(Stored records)
###

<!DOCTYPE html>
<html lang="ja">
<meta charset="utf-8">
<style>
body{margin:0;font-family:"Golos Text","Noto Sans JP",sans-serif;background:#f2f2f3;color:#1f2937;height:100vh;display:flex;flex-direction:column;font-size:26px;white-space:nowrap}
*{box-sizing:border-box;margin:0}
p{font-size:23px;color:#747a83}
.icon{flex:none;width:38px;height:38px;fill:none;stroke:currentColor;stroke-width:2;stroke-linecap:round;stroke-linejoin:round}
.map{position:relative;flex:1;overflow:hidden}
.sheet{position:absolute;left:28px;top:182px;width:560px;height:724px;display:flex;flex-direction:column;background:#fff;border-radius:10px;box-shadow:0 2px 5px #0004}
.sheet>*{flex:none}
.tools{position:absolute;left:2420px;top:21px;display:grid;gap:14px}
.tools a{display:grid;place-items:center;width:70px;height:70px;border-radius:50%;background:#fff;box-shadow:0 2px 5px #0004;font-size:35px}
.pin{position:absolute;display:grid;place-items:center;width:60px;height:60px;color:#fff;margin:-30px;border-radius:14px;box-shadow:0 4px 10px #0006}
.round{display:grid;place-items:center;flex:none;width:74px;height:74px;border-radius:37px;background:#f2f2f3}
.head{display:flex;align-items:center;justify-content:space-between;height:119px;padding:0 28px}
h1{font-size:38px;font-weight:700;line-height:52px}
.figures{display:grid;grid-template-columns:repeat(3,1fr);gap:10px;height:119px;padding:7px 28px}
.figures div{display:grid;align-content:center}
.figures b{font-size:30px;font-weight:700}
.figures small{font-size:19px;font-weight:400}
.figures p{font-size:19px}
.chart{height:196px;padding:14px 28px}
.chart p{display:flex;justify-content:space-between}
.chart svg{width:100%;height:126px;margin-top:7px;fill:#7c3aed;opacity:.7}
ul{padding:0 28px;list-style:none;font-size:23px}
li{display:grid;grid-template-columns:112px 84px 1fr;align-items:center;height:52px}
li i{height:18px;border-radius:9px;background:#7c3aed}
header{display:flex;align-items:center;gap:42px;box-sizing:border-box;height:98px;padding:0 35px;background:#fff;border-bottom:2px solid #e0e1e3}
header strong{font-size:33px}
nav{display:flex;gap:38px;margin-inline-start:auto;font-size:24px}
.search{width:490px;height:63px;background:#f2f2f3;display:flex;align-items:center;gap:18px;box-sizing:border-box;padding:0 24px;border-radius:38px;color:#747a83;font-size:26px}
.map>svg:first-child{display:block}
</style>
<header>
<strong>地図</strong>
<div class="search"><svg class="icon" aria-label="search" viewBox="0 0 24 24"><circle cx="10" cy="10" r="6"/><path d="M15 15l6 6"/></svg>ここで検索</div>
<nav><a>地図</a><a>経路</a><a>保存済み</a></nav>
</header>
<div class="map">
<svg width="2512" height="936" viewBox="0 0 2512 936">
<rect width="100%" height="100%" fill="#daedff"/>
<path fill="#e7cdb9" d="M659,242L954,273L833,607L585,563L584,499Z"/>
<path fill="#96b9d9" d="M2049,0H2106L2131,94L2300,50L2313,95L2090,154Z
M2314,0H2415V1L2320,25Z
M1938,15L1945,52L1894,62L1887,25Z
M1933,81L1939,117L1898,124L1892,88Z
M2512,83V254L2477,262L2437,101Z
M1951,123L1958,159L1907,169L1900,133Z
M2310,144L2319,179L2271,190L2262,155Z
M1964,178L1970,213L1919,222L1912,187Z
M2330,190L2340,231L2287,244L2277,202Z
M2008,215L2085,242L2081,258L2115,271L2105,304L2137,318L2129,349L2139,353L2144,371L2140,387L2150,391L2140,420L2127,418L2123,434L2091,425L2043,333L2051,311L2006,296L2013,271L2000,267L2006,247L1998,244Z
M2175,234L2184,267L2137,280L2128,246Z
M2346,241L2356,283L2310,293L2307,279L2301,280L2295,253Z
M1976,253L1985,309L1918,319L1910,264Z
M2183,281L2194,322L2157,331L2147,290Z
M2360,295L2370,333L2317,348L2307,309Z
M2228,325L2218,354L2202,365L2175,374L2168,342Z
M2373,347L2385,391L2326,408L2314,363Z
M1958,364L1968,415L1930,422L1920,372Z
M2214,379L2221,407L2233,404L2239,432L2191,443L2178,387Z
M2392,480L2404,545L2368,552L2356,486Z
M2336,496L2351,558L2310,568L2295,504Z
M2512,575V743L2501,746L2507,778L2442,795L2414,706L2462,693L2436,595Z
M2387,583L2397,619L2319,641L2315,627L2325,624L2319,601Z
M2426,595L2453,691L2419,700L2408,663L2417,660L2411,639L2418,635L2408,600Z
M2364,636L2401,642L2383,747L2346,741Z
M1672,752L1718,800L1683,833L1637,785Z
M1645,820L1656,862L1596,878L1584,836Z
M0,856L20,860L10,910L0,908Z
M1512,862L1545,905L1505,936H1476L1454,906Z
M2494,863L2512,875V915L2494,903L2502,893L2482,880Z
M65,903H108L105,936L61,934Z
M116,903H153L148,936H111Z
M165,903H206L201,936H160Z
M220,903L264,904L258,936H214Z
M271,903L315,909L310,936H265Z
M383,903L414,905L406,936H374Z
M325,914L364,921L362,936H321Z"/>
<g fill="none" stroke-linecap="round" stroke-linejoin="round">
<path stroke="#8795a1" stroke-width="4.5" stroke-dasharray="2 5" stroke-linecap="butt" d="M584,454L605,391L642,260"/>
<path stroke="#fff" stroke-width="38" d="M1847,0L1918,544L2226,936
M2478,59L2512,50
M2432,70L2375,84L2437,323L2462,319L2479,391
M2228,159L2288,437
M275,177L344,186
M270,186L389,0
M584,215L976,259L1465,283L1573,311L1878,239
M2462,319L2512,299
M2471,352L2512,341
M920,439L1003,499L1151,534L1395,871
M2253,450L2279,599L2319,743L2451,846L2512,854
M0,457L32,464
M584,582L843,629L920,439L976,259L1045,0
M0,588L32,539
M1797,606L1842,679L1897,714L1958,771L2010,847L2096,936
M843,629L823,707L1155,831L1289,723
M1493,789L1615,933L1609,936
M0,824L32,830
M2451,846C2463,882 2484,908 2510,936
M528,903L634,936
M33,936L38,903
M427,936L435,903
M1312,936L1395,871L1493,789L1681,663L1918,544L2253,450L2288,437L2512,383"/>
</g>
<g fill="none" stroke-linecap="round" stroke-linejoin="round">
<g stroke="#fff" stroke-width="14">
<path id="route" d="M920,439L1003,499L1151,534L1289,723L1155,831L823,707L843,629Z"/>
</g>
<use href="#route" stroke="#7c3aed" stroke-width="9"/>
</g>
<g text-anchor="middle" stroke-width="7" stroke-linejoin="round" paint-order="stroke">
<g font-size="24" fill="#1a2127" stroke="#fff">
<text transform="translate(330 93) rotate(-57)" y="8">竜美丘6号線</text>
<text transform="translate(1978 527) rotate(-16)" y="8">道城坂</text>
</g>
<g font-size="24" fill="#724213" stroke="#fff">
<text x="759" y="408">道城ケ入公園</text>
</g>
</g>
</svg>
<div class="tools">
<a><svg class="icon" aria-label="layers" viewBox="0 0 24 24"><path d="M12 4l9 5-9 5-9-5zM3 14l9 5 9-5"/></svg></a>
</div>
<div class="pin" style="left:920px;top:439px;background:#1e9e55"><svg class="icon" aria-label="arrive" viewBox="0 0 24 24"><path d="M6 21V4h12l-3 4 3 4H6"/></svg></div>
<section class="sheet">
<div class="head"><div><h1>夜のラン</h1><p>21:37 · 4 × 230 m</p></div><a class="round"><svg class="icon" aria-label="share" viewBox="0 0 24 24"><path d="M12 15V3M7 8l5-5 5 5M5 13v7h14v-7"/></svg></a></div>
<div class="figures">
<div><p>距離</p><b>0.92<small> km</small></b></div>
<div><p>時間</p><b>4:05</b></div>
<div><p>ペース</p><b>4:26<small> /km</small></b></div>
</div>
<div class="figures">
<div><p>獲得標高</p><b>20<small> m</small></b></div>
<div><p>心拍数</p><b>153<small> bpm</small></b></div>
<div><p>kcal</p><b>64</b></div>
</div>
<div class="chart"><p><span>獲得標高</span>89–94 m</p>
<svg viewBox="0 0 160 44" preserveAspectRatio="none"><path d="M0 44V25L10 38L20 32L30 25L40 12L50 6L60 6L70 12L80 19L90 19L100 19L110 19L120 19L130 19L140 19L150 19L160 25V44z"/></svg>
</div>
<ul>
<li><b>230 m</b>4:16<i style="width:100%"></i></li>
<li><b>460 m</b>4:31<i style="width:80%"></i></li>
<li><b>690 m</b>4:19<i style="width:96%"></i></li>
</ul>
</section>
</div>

###

> [What to produce] Using the entries above, return each line in which the word "shadow" occurs.

> [Task result]
.sheet{position:absolute;left:28px;top:182px;width:560px;height:724px;display:flex;flex-direction:column;background:#fff;border-radius:10px;box-shadow:0 2px 5px #0004}
.tools a{display:grid;place-items:center;width:70px;height:70px;border-radius:50%;background:#fff;box-shadow:0 2px 5px #0004;font-size:35px}
.pin{position:absolute;display:grid;place-items:center;width:60px;height:60px;color:#fff;margin:-30px;border-radius:14px;box-shadow:0 4px 10px #0006}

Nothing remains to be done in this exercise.